Use your node-wise similarities computed in a) to compute the correlation coefficient of all node-wise similarities between any two centrality measures. For example, store the correlation coefficient of the degree centrality (DC) and the closeness centrality (CC) in `DC_CC`. Which measures are the most correlated, and which measure is least correlated with the rest? Argue why that is the case! **(3 pts)**

In [7]:
DC_CC = ...
DC_BC = ...
DC_EC = ...
CC_BC = ...
CC_EC = ...
BC_EC = ...

**A2d):** _Please provide your answer regarding the correlation coefficients here!_

### Task 3: Weak Ties and Triadic Closure (17 pts)

After looking at the nodes of the network, we now consider the (weighted) edges of the network.

__a)__ Consider the distribution of edge weigths. Which edge weights occur in the network, and how often does each edge weight occur in the network? Plot these occurences using a histogram and save it into a file called **"hist_weights.png"**! Do not remove the lines of code which create and save the .png file! **(2 pts)**

__b)__ Write a function that computes the neighborhood overlap score of a given edge, using the function signature which is specified in the cell below. Note that we want to return -1 if the edge does not exist in the network, and that for an edge between nodes $u$ and $v$, we do not count $u$ and $v$ into the union of neighbors in the denominator. **(4 pts)**

**Example:** _Let `H = nx.from_numpy_matrix(np.array([[0,1,1,1,0],[1,0,0,1,1],[1,0,0,1,0],[1,1,1,0,0],[0,1,0,0,0]]))` be an undirected NetworkX graph. Your implementation of `neighborhood_overlap` should return the same output as in the given examples below. Please note that correct output values do not necessarily mean that you have implemented the function correctly. Ideally, you should come up with your own data to test your function._

`neighborhood_overlap((0,1), H) == 0.3333333333333333`

`neighborhood_overlap((0,2), H) == 0.5`

`neighborhood_overlap((0,3), H) == 1.0`

`neighborhood_overlap((1,4), H) == 0.0`

In [120]:
def neighborhood_overlap(edge: Tuple[str, str], G: nx.Graph) -> float:
    """
    :param edge: pair of node IDs which indicate the edge we want to compute the node overlap on.
    :param G: networkx graph whose nodes we want to check. You may assume that it is undirected, but weighted
    :
    :return: the node overlap of the given edge as a float 
    """
    # your code here
    raise NotImplementedError

__c)__ Apply your neighborhood overlap function on the network $G$, and save all edges which are local bridges as tuples into list `lb`! The first two values of the tuple should be the nodes of an edge, while the third value should represent the weight of this edge.
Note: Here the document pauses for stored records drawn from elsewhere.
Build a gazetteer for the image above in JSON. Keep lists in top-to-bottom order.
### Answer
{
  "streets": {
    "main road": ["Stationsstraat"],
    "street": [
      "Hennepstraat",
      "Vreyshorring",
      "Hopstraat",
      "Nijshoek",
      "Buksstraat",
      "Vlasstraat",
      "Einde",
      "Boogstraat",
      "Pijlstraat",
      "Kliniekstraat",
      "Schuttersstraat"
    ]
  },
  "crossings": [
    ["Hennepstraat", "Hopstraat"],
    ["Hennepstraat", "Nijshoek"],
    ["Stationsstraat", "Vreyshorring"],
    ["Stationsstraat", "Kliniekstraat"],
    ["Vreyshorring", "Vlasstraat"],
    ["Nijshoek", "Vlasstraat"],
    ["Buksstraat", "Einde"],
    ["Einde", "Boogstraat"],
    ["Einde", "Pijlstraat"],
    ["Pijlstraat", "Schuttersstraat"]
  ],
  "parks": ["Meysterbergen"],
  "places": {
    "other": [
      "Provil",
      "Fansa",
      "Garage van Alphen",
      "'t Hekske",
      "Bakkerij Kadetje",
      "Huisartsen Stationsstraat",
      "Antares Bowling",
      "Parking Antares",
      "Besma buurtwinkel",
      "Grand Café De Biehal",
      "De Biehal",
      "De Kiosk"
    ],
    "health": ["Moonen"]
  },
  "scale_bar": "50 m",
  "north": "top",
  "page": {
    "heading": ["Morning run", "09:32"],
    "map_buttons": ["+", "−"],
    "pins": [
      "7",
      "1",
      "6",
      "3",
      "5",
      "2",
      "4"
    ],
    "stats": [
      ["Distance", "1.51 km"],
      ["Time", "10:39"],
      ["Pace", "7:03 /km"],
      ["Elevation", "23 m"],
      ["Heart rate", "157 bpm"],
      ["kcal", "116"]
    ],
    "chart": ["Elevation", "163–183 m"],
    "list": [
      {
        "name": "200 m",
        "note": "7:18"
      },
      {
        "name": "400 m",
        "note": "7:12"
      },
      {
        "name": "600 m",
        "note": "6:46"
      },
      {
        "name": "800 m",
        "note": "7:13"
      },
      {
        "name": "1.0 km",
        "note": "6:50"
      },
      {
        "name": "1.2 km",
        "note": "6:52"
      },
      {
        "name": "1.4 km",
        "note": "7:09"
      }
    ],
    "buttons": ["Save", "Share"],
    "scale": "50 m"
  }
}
Again, plot the graph and save it into file **"local_bridges.png"** using a spring layout with the same orientation as in task 2, with all nodes being blue, and color all edges which are local bridges in red! Do not remove the lines of code which create and save the .png file! **(3 pts)**

**Example:** _In the example below there are three local bridges in total. The first local bridge is an edge between nodes 6 and 33 with an edge weight of 1:_

`lb = [('6', '33', 1.0), ('8', '39', 1.0), ('8', '48', 1.0)]`

In [9]:
lb = []

__d)__ Finally, we want to check whether a weighted graph fulfills the strong triadic closure property. For that matter, we define an edge $e$ to be strong, if its weight is strictly higher than a given threshold $t$, and as weak otherwise. Implement a function that checks whether all nodes in a graph fulfill the strong triadic closure property, using the function signature in the cell below! **(6 pts)**

**Example:** _Let `H = nx.from_numpy_matrix(np.array([[0,2,1,0,0],[2,0,0,2,1],[1,0,0,0,0],[0,2,0,0,0],[0,1,0,0,0]]))` be an undirected weighted NetworkX graph. Your implementation of `check_stc` should return the same output as in the given examples below. The first output shows, that nodes 0 and 1 do not fulfill the STC property in H for t=0. If we would add an edge between nodes 1 and 2, then node 0 would fulfill the property. The last example shows that all nodes fulfill the property for t=2. Please note that correct output values do not necessarily mean that you have implemented the function correctly. Ideally, you should come up with your own data to test your function._

`check_stc(H,threshold=0) == (False, {0: [(1, 2)], 1: [(0, 3), (0, 4), (3, 4)]})`

`check_stc(H,threshold=1) == (False, {1: [(0, 3)]})`

`check_stc(H,threshold=2) == (True, {})`

In [1]:
def check_stc(G: nx.Graph, attr: Optional[str]="weight", threshold: Optional[int]=1) -> (bool, Dict[str, List[Tuple[str, str]]]):
    """
    :param G: networkx graph whose nodes we want to check. You may assume that it is undirected, but weighted
    :param attr: edge attribute the contains the weights we want to look into
    :param threshold: weight threshold which determines whether an edge is weak or strong. 
    :                
    :return: 1. A bool (True or False), indicating whether all nodes in the graph fulfill the STC property
    :        2. A dictionary of all nodes which do not fulfill the STC property (may be empty if no such node exists). 
    :           The keys are the node IDs, the values are a list of missing edges. 
    """
    # your code here
    raise NotImplementedError

__e)__ Apply your function from d) to determine if all nodes in $G$ fulfill the strong triadic closure property, using the threshold $t=1$. If not, which nodes violate it? Do you obtain a different result for $t=2$? Give your answer in the corresponding cell below. Save all nodes which do not fulfill the STC property (may be empty if no such node exists) as a dictionary into `t1_violations` and `t2_violations` for the respective threshold. The keys are the node IDs, the values are a list of missing edges. **(2 pts)**

**Example:** _In the example below there are two violating nodes in total for threshold 1. The first one is node 3, where edges are missing between nodes 13 and 19, and between nodes 14 and 27 in order to fulfill the strong triadic closure property:_

`t1_violations = {'3': [('13', '19'), ('14', '27')], '11': [('22', '31')]}`

In [15]:
t1_violations = {}
t2_violations = {}

**A3e):** _Please provide your answer regarding the strong triadic closure property here!_